As a general rule, changes to New Hampshire’s most basic and foundational document should be rare and demonstrate a clear need. CACR 27 fails to meet this standard, as existing statute already includes similar requirements for the state budget. More specifically, RSA 9:8-b states that “The general court shall not adopt an operating budget for any fund, or any other legislation which provides for appropriations, which exceed the state’s total estimated revenues from existing, increased, or new taxes, fees, operating income and other sources.” It goes on to stipulate that “Such operating budget shall not use bonded indebtedness to fund operating appropriations.”
What’s more, current statutory requirements are reinforced by both political and economic forces. New Hampshire voters expect that their elected officials will act in a fiscally responsible manner and balance the state budget. Indeed, as the National Conference of State Legislatures has noted:
For the majority of the states…the most important factor contributing to balanced budgets is not an enforcement mechanism or a provision specifying how a shortfall will be resolved. Rather, it is the tradition of balancing the budget that has created a forceful political rule to do so…the expectation that state budgets will be balanced is the most important force in maintaining a balanced budget.[i]
At the same time, bond rating agencies look favorably on states that meet those expectations and that do so via a transparent process that matches sustainable revenues with manageable expenses.
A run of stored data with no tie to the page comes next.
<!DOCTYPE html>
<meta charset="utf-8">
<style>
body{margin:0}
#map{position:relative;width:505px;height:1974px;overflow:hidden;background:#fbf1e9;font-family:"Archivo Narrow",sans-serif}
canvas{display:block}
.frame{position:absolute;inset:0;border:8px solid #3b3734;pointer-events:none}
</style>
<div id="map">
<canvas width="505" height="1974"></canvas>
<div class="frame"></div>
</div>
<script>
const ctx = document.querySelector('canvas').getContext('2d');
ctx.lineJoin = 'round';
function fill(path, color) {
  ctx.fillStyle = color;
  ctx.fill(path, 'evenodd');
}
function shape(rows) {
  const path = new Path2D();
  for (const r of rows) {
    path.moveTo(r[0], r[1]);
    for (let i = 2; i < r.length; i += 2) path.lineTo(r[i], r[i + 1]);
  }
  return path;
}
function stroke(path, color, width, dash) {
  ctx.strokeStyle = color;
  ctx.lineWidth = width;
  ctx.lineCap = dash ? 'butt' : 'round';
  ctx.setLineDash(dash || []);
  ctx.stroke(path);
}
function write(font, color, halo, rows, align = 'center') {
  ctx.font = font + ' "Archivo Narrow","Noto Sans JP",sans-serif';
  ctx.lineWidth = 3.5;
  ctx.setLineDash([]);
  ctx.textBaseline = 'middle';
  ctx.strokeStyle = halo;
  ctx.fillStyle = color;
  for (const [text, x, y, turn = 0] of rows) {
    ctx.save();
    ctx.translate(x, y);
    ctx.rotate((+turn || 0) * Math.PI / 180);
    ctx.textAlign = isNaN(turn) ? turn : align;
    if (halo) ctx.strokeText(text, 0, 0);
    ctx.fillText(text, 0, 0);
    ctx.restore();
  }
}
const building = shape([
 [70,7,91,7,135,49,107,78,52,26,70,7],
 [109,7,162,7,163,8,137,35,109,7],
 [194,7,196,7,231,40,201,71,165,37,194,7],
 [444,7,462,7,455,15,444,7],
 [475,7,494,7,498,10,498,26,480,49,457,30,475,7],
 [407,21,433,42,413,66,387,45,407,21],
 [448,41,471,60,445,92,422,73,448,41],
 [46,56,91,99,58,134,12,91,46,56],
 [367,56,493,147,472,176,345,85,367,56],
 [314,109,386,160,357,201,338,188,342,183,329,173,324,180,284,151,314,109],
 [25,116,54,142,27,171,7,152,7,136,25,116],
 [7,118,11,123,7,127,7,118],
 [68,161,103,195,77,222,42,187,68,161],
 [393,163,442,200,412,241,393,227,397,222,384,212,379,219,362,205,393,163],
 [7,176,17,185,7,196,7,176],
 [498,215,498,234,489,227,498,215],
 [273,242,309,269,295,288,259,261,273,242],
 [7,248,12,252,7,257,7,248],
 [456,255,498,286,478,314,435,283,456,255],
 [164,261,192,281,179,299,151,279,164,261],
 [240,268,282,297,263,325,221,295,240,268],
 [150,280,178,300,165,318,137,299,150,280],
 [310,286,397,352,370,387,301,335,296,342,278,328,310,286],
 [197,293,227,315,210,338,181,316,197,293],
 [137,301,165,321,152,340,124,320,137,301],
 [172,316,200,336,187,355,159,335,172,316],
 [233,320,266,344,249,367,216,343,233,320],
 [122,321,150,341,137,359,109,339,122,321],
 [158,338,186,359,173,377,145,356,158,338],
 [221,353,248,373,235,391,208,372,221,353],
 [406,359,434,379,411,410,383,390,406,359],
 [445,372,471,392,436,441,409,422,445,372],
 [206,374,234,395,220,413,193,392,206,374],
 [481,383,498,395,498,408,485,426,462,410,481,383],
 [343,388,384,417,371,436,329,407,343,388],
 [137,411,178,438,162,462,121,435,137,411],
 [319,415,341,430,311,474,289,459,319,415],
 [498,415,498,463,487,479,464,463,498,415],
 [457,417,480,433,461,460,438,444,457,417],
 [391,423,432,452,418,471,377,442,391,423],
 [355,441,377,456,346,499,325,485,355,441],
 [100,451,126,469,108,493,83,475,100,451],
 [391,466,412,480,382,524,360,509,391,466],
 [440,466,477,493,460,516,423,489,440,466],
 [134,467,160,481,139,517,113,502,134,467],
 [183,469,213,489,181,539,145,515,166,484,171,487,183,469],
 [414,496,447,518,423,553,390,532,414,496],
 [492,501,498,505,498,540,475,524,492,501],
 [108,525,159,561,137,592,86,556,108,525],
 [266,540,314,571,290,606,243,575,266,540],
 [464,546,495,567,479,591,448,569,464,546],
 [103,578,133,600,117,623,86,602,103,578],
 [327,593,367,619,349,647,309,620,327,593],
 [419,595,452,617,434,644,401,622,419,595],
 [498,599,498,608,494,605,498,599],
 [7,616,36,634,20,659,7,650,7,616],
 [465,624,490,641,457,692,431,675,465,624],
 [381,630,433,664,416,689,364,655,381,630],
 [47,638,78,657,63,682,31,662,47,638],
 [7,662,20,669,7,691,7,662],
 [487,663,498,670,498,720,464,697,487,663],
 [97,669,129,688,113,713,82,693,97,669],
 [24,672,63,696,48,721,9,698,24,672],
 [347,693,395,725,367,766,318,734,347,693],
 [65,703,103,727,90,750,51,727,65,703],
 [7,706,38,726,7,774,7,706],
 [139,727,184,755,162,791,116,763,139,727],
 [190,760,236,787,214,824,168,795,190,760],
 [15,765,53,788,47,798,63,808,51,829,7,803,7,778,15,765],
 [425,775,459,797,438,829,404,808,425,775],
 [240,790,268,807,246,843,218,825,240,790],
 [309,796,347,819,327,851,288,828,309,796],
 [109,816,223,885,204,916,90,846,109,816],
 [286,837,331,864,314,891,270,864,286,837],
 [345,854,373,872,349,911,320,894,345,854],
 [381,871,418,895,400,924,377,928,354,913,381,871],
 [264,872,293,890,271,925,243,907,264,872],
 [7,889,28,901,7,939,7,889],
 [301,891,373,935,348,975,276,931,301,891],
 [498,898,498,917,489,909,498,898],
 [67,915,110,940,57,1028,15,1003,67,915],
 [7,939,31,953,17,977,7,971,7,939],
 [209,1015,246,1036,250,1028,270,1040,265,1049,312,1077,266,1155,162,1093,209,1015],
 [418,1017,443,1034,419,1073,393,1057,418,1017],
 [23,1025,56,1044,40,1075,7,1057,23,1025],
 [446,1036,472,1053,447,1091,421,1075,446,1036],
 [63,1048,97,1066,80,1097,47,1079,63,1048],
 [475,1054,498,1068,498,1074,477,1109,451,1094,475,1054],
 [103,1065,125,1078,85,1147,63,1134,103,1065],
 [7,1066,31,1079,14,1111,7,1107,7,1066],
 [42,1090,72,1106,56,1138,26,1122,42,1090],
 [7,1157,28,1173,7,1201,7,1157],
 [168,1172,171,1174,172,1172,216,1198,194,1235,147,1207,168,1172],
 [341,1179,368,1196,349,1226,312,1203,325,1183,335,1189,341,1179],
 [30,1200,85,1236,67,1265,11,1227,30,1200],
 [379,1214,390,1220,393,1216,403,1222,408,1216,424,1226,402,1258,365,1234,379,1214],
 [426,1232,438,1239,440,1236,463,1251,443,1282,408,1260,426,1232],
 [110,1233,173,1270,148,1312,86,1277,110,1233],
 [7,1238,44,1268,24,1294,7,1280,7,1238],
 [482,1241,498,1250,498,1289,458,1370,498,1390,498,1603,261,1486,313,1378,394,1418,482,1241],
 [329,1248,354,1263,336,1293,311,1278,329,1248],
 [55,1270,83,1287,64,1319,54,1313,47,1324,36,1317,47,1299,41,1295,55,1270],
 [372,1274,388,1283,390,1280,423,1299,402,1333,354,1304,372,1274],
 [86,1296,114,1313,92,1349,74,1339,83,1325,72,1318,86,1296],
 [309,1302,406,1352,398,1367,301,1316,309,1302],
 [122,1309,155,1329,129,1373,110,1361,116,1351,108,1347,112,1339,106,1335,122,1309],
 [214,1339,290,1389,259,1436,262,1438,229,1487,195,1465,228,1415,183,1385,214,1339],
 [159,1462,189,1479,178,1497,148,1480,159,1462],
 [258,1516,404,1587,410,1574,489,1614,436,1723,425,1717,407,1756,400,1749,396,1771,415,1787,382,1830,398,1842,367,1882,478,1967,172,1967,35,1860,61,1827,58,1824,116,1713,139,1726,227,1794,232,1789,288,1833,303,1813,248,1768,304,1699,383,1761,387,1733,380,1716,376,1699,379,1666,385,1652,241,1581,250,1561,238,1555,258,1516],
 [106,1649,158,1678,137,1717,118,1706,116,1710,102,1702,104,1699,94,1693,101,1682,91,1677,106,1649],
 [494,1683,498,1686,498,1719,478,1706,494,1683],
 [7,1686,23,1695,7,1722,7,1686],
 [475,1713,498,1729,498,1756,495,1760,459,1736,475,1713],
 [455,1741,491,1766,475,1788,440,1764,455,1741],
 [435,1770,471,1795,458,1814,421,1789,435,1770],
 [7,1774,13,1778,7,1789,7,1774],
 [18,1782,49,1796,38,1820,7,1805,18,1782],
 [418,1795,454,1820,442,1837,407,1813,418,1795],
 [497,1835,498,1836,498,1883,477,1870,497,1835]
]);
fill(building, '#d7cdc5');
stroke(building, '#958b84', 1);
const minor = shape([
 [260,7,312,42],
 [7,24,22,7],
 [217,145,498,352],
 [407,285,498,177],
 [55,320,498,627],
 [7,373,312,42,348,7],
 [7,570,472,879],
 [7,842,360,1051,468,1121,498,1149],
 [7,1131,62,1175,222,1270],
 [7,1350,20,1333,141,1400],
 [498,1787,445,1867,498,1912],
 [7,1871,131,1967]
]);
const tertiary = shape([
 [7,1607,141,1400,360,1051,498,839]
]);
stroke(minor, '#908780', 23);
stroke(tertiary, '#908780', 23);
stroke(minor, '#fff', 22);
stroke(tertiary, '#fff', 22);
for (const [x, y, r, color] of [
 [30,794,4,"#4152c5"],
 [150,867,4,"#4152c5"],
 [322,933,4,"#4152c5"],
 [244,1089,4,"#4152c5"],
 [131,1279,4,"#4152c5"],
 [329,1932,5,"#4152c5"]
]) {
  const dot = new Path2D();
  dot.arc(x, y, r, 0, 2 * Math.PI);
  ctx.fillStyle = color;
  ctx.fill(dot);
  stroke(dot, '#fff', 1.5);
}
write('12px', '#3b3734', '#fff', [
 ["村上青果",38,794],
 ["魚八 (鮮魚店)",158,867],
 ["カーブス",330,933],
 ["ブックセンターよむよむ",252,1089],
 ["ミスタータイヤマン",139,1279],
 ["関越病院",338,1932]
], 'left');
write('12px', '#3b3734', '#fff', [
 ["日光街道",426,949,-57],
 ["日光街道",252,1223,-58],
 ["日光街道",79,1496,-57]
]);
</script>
Some may argue that New Hampshire ought to elevate these kind of prohibitions and enshrine them in the Constitution, but doing so could have unintended consequences. In tough times, states need flexibility to be able to balance their budgets. CACR 27 would constrain that flexibility, increasing the likelihood that future legislatures will have to resort to larger tax increases or deeper spending cuts than they might otherwise pursue in the depths of a recession.
In addition, placing a balanced budget requirement in the Constitution may lead to judicial intervention in New Hampshire’s budget process in order to clarify the meaning of such strictures or to reconcile potential conflicts. In other words, rather than strengthen New Hampshire’s budget process, CACR 27 holds the potential to distort and to disrupt it.
As amended and approved by the Finance Committee, CACR 27 would permit legislators to waive its balanced budget requirement with a two-thirds vote in both the House of Representatives and the Senate. However, as NHFPI has observed about similar constitutional proposals in recent years, a supermajority mechanism may foster partisan gridlock at the State House, as it would cede control over important priorities to a minority of the legislature. Nine individuals – the number of Senators required to keep the chamber from achieving a two-thirds supermajority – could forestall passage of the budget or delay or halt consideration of other critical legislation, if they were to withhold their backing in exchange for concessions on other, potentially unrelated issues.
In short, not only does CACR 27 seek to address a problem that does not now exist, but it could make the already difficult task of crafting the state’s budget even more so.
[i] National Conference of State Legislatures, NCSL Fiscal Brief: State Balanced Budget Provisions, October 2010, p. 9, emphasis in original.